Several years ago I was taking a graduate theology class with other Adventist pastors. One day, as we discussed the subject of grace and forgiveness, another pastor shared his most personal story.
He came home from work one evening to hear his wife tell him that she was leaving him for another man. Dazed and reeling, the pastor had suddenly lost the love of his life.
Over time, the pastor’s heart found healing, and he married a second wife.
But then the twist. The pastor received a phone call from his first wife asking for forgiveness for what she had done. Also on the phone call was her husband, who also asked for forgiveness. While it was too late to turn the clock back, the couple wanted to repent of their sins.
The couple then asked for something more. They asked the pastor if he would rebaptize them.
A few weeks later, on a Sabbath morning, the pastor stepped into the waters of baptism with his former wife and the man she had left him for. One at a time, the pastor placed his hands on their backs and lowered them into the cleansing waters of forgiveness in Christ.
What kind of love is this? What kind of grace?
During the past year, I’ve been working on a book on the story of redemption—our relationship with God from Genesis to Revelation. What surprised me as I moved through the Scriptures is that the story of redemption isn’t just about our relationship with God. It’s about our relationships with one another.
In the Old Testament the stories leap from the pages. Esau forgives Jacob. Joseph forgives his brothers. And of course, Hosea and Gomer.
Maybe it shouldn’t surprise us that God cares about our relationships with each other.
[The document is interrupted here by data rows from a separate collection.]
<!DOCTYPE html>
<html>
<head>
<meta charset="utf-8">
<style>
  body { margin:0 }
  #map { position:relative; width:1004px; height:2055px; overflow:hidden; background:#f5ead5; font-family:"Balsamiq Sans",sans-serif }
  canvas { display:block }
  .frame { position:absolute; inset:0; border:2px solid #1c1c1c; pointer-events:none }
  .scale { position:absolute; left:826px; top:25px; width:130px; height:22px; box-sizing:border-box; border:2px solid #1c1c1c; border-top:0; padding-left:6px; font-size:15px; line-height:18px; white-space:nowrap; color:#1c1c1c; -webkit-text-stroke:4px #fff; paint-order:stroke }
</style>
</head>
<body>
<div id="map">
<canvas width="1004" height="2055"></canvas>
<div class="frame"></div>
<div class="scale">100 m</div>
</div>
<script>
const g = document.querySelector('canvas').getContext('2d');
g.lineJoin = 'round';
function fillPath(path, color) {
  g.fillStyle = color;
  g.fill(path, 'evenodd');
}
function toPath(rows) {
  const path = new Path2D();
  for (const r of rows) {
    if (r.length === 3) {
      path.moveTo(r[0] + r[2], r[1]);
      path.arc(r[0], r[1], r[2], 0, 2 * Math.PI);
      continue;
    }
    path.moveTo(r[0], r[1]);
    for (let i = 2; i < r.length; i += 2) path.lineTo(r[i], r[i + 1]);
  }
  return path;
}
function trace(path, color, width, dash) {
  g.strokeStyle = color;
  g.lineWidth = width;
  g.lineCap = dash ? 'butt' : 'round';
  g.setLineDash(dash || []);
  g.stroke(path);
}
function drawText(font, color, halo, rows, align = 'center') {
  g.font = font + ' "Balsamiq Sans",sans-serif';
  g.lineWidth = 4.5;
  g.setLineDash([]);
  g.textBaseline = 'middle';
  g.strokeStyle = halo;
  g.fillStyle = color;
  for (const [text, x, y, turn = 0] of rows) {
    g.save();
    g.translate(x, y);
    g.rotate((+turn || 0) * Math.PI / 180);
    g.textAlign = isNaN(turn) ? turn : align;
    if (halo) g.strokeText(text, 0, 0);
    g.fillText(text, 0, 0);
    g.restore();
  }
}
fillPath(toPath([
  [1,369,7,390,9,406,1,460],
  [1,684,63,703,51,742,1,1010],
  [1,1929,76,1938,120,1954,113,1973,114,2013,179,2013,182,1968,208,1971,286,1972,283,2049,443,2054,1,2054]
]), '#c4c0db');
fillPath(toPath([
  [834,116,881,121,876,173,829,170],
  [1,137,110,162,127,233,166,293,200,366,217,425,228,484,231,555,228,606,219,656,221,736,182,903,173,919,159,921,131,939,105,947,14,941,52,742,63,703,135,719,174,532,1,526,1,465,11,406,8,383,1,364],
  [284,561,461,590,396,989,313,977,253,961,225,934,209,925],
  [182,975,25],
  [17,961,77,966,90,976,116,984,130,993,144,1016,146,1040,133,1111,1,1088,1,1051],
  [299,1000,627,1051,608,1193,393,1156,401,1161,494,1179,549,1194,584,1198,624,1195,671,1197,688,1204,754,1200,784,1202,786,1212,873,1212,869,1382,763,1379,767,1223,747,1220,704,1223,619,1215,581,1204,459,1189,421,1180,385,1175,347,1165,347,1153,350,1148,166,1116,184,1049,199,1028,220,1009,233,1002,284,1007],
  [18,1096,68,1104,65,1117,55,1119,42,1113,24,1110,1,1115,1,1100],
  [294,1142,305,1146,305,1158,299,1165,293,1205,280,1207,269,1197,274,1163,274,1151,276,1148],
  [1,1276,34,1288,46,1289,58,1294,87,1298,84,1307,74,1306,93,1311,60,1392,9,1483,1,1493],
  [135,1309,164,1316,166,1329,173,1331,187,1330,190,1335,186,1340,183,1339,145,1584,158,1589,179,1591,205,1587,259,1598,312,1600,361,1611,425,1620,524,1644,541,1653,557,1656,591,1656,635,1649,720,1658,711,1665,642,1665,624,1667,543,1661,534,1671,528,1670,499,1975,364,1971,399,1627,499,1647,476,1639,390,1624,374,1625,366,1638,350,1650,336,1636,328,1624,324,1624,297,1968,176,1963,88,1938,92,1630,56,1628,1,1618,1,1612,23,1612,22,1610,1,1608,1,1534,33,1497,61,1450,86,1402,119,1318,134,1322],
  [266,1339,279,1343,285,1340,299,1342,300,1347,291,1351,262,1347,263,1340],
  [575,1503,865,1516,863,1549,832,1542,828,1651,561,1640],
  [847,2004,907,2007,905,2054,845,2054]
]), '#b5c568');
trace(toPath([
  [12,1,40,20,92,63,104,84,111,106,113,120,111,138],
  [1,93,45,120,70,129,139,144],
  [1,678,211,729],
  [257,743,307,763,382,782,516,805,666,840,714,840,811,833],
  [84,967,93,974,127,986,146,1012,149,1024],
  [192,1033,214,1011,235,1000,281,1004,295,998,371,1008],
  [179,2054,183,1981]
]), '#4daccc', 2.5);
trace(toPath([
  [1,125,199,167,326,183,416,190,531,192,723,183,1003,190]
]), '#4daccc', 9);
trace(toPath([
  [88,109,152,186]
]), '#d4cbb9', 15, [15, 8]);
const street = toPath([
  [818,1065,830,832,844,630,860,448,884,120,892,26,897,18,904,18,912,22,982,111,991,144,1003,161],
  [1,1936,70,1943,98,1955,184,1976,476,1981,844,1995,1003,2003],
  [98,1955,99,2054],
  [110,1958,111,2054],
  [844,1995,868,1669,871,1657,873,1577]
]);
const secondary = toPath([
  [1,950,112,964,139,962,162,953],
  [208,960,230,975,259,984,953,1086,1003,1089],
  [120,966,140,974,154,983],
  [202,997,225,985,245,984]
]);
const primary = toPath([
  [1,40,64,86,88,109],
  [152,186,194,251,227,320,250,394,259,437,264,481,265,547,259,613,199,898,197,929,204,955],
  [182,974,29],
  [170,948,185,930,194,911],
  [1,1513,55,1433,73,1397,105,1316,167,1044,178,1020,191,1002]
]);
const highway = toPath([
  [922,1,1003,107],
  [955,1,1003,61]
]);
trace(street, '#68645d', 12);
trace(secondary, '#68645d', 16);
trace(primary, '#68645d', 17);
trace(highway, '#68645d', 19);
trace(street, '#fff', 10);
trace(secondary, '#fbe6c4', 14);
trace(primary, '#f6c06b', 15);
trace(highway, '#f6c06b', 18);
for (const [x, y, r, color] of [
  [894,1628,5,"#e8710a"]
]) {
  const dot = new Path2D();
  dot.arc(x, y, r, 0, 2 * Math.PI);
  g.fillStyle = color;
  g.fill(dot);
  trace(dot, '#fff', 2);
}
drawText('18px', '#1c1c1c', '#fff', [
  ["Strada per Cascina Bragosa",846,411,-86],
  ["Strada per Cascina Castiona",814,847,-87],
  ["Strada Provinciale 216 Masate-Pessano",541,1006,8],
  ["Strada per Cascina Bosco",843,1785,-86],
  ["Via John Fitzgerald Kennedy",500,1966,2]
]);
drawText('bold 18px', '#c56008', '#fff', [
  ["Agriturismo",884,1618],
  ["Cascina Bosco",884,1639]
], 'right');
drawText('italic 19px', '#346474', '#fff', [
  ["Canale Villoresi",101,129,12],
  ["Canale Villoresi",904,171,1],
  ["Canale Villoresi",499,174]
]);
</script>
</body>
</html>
As parents, how do we feel when our kids don’t get along?
If there’s any doubt from the Old Testament about how much God cares about our relationships with each other, all doubt is removed in the life and teachings of Jesus Christ.
When Jesus spoke the well-loved words “For where two or three gather together in my name, there I am with them” (Matt. 18:20, NIV), He wasn’t talking primarily about corporate worship (Jesus doesn’t need a minimum of two or three people to be with us). He was talking about reconciliation—about believers in conflict coming together in His name.
In the verses leading up to Matthew 18:20, Jesus said: “If your brother or sister sins, go and point out their fault, just between the two of you. If they listen to you, you have won them over. But if they will not listen, take one or two others along . . .” (verses 15, 16, NIV). Jesus cares so much about our relationships with one another that He promises to be with us when we come together in His name, to forgive as we also have been forgiven.